Aim of the exercise — Could you return every line of the material that contains the word "querySelector"?

>>>>

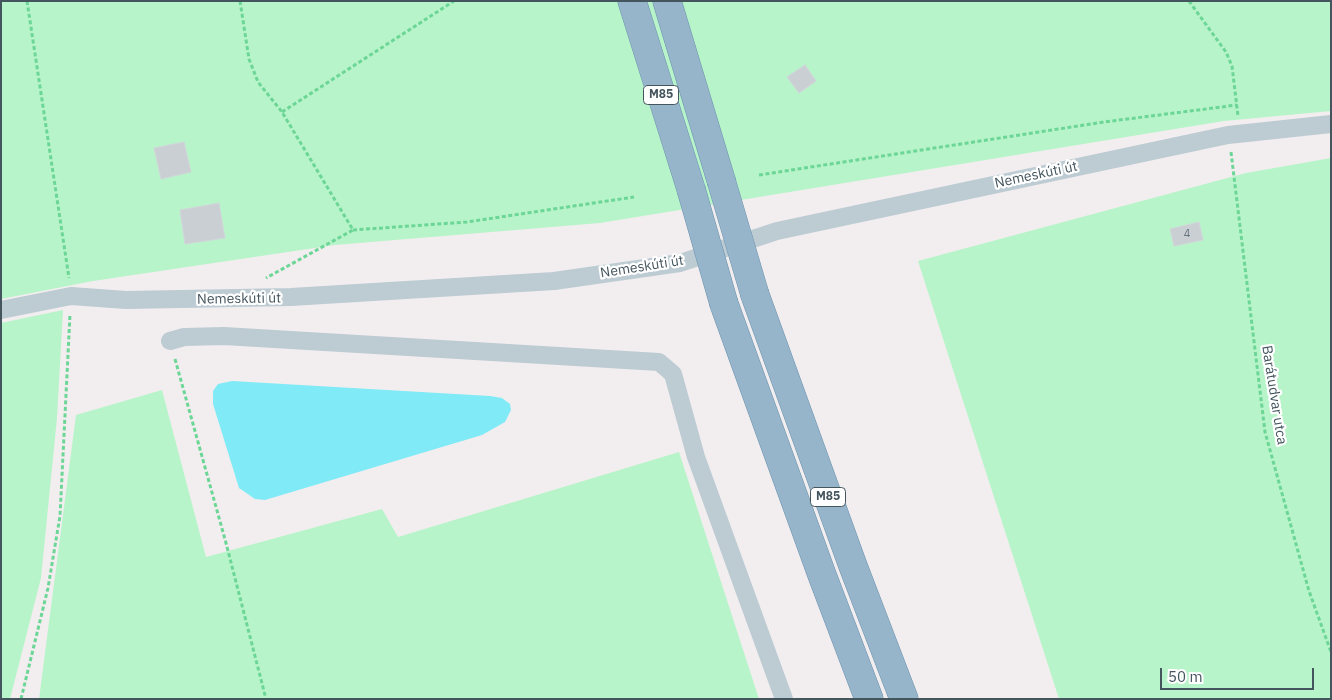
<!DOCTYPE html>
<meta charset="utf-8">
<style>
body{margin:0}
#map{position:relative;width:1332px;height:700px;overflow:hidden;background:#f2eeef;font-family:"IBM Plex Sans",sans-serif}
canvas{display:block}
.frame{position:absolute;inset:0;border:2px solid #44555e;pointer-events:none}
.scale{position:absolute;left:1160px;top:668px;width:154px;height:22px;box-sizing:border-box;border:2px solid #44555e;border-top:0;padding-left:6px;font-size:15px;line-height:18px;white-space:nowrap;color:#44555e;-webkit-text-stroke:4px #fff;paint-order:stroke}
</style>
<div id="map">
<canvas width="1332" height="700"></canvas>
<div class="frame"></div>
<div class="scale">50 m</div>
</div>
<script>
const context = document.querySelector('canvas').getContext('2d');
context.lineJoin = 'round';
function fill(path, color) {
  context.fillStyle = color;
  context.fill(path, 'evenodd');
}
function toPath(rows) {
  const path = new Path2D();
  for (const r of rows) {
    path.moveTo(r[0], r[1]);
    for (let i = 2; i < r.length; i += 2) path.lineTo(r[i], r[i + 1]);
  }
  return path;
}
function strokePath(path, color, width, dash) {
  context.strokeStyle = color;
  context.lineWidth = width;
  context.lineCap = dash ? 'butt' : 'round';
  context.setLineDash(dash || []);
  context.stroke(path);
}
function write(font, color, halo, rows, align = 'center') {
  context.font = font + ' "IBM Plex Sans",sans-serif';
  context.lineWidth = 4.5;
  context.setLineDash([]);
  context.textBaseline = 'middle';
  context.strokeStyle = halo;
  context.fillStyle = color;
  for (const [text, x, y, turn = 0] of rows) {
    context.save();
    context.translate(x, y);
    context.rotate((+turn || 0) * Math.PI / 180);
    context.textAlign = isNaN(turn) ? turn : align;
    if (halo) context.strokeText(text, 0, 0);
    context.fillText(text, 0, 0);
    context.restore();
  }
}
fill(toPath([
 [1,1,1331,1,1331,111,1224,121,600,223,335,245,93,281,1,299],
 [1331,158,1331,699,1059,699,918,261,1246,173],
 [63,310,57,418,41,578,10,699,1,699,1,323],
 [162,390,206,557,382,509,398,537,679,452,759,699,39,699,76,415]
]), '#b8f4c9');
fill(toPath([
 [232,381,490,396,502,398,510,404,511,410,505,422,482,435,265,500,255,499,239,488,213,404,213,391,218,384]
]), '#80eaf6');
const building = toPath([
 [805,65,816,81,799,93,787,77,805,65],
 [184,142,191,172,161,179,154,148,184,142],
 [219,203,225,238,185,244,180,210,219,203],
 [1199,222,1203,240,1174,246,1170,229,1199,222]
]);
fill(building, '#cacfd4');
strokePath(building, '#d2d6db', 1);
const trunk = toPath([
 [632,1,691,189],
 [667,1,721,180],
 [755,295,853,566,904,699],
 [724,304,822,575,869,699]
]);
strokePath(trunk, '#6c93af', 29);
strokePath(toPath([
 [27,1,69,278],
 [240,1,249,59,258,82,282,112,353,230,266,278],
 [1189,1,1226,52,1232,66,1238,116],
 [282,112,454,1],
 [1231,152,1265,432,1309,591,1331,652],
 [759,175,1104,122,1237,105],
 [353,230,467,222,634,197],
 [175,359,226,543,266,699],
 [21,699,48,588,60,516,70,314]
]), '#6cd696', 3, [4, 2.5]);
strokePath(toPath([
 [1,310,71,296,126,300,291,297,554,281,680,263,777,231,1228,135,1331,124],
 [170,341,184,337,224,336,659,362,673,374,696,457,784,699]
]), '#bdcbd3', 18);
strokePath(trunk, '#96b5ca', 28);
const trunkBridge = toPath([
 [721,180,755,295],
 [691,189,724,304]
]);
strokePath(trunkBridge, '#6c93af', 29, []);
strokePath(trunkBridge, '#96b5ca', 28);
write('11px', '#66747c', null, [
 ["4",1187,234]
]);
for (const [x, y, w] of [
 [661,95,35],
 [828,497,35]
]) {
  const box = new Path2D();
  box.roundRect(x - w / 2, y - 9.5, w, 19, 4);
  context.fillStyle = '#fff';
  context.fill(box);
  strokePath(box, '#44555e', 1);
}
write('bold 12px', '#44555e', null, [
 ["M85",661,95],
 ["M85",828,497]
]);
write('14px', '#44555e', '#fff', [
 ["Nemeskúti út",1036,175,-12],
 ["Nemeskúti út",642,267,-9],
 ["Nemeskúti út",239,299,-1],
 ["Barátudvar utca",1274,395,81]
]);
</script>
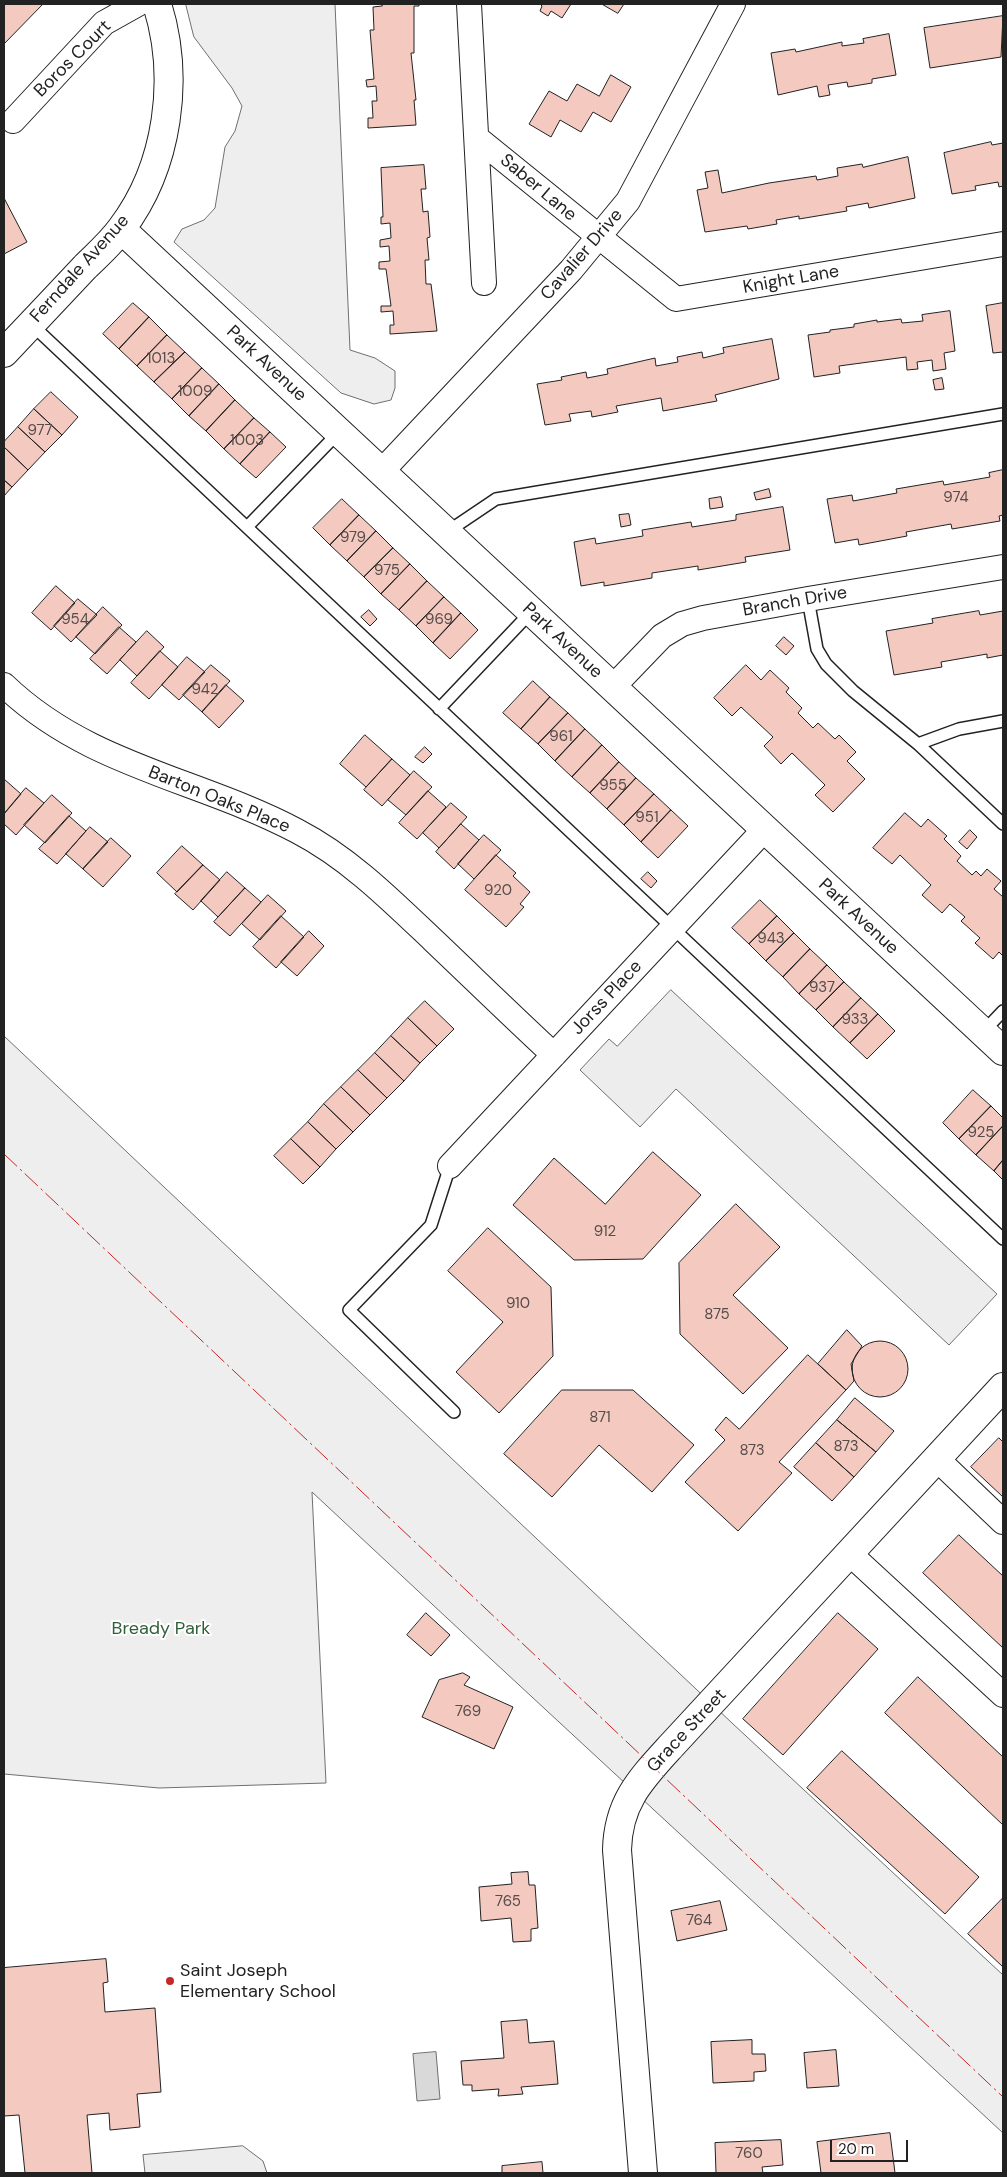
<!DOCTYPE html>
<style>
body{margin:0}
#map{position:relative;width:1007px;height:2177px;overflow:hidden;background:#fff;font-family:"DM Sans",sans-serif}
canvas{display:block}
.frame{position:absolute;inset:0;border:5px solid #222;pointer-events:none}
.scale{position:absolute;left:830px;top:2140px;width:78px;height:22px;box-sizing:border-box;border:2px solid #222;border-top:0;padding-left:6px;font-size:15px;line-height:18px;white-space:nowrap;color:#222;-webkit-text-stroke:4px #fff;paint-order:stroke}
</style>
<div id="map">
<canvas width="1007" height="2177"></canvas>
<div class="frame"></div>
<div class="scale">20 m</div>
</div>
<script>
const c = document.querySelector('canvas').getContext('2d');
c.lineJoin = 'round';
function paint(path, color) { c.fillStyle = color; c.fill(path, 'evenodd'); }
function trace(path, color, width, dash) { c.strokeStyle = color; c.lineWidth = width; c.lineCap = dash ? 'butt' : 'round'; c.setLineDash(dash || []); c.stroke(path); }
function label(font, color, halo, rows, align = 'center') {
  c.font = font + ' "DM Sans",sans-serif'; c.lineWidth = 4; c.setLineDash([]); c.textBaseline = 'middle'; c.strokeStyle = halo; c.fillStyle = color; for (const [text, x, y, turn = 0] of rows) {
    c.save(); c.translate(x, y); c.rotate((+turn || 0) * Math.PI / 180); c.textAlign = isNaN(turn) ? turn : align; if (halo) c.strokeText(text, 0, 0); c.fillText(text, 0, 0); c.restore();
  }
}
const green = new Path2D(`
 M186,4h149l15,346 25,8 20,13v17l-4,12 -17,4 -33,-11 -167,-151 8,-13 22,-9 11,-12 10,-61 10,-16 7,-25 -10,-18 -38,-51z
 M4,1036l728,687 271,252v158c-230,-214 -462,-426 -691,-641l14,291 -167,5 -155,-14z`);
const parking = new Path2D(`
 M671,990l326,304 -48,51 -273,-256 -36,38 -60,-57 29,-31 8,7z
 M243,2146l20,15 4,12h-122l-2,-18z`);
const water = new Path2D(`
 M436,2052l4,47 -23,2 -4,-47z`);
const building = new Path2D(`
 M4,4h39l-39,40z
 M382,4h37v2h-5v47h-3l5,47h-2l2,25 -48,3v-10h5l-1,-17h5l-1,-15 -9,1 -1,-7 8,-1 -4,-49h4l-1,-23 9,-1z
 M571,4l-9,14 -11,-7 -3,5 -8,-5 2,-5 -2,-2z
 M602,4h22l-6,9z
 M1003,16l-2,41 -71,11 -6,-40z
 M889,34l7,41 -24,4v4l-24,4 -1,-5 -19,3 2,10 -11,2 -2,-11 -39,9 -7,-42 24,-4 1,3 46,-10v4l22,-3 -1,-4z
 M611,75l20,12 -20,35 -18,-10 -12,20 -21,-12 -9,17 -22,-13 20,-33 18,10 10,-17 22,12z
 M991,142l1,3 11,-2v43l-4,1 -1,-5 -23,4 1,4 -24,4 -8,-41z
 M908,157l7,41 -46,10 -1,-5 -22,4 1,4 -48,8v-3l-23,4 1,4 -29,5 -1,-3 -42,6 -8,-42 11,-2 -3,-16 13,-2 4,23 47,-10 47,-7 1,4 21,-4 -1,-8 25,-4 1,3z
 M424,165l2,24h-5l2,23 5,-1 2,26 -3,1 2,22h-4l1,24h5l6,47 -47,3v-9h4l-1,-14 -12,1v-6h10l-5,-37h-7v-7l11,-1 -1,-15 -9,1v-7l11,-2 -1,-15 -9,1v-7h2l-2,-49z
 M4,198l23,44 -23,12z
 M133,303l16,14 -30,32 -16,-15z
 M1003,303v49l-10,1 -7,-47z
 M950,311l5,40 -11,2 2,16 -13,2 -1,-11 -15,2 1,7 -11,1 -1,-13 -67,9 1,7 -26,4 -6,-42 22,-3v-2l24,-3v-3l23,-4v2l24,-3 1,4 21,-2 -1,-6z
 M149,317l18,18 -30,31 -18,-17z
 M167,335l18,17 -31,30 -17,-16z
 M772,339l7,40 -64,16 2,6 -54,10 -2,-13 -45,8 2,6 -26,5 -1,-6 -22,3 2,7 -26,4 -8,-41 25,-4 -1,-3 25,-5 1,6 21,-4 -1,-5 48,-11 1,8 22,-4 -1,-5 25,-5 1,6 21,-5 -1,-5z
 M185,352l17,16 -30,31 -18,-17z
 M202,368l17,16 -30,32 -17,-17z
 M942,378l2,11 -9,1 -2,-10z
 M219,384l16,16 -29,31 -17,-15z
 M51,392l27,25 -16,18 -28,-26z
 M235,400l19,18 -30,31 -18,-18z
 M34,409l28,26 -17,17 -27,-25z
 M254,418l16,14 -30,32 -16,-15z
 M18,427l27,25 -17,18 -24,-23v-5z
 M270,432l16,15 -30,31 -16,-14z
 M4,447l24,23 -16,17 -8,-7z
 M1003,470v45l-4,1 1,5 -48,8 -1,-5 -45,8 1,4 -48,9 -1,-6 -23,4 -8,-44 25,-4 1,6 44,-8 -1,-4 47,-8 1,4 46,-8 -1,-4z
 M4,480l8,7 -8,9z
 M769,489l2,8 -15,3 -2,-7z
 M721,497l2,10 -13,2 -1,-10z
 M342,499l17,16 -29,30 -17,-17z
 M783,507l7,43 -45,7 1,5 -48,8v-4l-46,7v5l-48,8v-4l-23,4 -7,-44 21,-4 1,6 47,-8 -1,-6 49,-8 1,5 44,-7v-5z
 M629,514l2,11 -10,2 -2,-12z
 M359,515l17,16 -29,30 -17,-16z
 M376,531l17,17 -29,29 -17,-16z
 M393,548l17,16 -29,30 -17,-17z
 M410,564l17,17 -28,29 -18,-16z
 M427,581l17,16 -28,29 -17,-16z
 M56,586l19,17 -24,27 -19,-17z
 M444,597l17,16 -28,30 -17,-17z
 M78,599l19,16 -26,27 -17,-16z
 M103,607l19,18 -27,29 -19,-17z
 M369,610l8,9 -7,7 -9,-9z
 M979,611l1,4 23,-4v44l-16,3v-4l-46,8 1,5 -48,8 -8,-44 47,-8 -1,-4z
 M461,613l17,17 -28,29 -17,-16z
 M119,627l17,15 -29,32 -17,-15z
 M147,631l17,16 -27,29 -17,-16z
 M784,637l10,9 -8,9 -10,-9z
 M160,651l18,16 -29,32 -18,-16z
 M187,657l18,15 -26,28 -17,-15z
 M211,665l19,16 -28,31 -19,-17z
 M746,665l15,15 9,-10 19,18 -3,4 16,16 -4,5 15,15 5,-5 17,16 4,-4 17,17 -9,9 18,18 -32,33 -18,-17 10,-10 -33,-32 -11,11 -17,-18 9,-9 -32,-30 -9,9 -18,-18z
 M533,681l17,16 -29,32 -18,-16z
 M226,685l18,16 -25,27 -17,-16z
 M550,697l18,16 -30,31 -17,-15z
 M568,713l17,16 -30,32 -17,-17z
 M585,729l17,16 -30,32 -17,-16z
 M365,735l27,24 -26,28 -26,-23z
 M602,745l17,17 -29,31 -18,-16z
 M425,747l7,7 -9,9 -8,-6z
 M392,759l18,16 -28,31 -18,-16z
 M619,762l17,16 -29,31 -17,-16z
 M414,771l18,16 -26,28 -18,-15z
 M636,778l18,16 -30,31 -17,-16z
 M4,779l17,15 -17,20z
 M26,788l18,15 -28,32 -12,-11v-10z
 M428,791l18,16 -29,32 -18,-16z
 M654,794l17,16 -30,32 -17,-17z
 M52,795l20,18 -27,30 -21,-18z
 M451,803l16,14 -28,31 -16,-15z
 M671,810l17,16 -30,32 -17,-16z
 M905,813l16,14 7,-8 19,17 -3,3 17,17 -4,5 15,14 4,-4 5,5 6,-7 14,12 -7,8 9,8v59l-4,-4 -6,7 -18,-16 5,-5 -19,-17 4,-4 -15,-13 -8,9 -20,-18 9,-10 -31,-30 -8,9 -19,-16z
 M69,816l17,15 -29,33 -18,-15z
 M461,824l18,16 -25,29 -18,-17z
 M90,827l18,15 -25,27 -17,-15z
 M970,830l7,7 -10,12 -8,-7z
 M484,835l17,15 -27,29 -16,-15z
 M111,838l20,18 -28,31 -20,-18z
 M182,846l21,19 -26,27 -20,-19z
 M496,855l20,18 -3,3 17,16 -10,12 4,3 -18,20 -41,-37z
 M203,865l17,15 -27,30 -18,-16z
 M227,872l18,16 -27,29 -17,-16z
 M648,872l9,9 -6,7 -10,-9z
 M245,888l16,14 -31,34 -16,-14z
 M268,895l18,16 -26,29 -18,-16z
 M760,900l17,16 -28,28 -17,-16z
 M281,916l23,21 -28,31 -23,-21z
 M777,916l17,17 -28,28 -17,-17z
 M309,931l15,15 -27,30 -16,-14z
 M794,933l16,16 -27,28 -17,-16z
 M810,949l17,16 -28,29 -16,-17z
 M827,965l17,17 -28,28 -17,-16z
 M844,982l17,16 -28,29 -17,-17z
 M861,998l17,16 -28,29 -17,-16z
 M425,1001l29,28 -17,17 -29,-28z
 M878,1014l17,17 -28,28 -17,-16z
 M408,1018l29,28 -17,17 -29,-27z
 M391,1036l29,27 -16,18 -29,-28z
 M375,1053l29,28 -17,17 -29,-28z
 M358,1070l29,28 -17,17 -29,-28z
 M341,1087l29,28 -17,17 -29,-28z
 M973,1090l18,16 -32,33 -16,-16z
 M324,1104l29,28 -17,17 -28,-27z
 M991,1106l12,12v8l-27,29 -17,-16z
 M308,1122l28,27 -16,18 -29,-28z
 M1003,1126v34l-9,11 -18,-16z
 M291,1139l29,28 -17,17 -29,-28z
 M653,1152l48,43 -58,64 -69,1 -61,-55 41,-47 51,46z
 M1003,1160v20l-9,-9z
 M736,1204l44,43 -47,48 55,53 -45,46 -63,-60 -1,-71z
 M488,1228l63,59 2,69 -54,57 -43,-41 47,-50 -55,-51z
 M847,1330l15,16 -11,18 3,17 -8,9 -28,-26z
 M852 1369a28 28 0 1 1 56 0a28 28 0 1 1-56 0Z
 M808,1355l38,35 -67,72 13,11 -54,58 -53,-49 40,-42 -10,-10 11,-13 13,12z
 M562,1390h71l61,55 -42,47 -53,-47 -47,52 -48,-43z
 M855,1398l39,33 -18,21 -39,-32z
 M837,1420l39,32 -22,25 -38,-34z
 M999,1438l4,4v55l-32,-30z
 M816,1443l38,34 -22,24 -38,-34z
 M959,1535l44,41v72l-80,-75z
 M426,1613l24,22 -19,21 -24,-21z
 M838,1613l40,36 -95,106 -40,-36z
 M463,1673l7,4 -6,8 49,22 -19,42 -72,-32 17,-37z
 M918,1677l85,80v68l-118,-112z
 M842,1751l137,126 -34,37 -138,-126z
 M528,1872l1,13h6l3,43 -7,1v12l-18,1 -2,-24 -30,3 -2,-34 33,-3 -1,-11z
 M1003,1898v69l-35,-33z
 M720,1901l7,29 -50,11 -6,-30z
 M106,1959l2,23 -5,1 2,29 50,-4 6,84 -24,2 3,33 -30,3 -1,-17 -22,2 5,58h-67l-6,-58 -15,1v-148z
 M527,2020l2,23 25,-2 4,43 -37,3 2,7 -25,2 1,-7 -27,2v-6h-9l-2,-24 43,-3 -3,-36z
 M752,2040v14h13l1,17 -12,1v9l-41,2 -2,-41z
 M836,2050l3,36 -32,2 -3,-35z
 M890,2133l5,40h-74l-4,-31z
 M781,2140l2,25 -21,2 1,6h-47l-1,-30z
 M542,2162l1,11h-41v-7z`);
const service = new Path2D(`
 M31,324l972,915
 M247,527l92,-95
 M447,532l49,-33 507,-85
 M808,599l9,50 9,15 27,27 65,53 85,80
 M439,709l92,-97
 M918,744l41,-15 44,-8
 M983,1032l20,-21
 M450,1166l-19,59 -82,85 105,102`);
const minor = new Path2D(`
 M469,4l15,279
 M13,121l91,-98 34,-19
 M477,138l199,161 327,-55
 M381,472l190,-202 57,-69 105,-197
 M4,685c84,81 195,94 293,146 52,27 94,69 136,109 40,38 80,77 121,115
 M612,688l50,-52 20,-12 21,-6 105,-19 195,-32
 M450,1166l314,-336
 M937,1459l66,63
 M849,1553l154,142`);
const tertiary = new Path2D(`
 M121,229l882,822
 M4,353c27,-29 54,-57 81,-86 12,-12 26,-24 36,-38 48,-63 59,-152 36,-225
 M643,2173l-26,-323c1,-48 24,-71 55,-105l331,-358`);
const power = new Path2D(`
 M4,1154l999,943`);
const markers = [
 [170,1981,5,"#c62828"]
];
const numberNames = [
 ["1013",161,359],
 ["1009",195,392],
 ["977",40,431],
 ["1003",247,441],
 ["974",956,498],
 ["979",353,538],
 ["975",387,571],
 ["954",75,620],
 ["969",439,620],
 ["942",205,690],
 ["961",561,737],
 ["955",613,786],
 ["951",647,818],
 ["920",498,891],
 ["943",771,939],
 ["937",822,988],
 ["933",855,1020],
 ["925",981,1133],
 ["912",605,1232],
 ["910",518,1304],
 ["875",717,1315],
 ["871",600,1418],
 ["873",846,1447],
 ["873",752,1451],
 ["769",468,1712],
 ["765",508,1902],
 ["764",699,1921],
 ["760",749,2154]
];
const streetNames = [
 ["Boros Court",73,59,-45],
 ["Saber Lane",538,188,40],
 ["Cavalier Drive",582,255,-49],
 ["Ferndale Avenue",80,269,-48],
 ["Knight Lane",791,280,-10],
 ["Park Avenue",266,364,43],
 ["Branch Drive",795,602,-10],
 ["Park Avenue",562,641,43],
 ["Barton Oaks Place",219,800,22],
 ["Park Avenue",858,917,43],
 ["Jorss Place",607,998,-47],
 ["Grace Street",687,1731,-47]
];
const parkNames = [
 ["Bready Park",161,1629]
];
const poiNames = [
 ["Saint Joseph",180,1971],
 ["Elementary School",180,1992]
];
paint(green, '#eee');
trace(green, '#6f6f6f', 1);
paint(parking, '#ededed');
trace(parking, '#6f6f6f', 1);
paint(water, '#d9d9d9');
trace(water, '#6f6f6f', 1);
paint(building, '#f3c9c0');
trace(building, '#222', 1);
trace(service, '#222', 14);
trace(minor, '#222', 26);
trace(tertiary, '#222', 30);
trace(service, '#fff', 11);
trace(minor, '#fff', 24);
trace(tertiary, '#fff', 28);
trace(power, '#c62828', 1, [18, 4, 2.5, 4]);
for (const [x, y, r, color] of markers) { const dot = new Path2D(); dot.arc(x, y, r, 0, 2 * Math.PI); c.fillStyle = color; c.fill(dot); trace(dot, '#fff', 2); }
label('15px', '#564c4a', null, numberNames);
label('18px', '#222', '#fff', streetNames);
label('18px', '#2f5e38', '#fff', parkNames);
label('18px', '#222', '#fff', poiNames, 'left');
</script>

<<<<

Exercise output —
const context = document.querySelector('canvas').getContext('2d');
const c = document.querySelector('canvas').getContext('2d');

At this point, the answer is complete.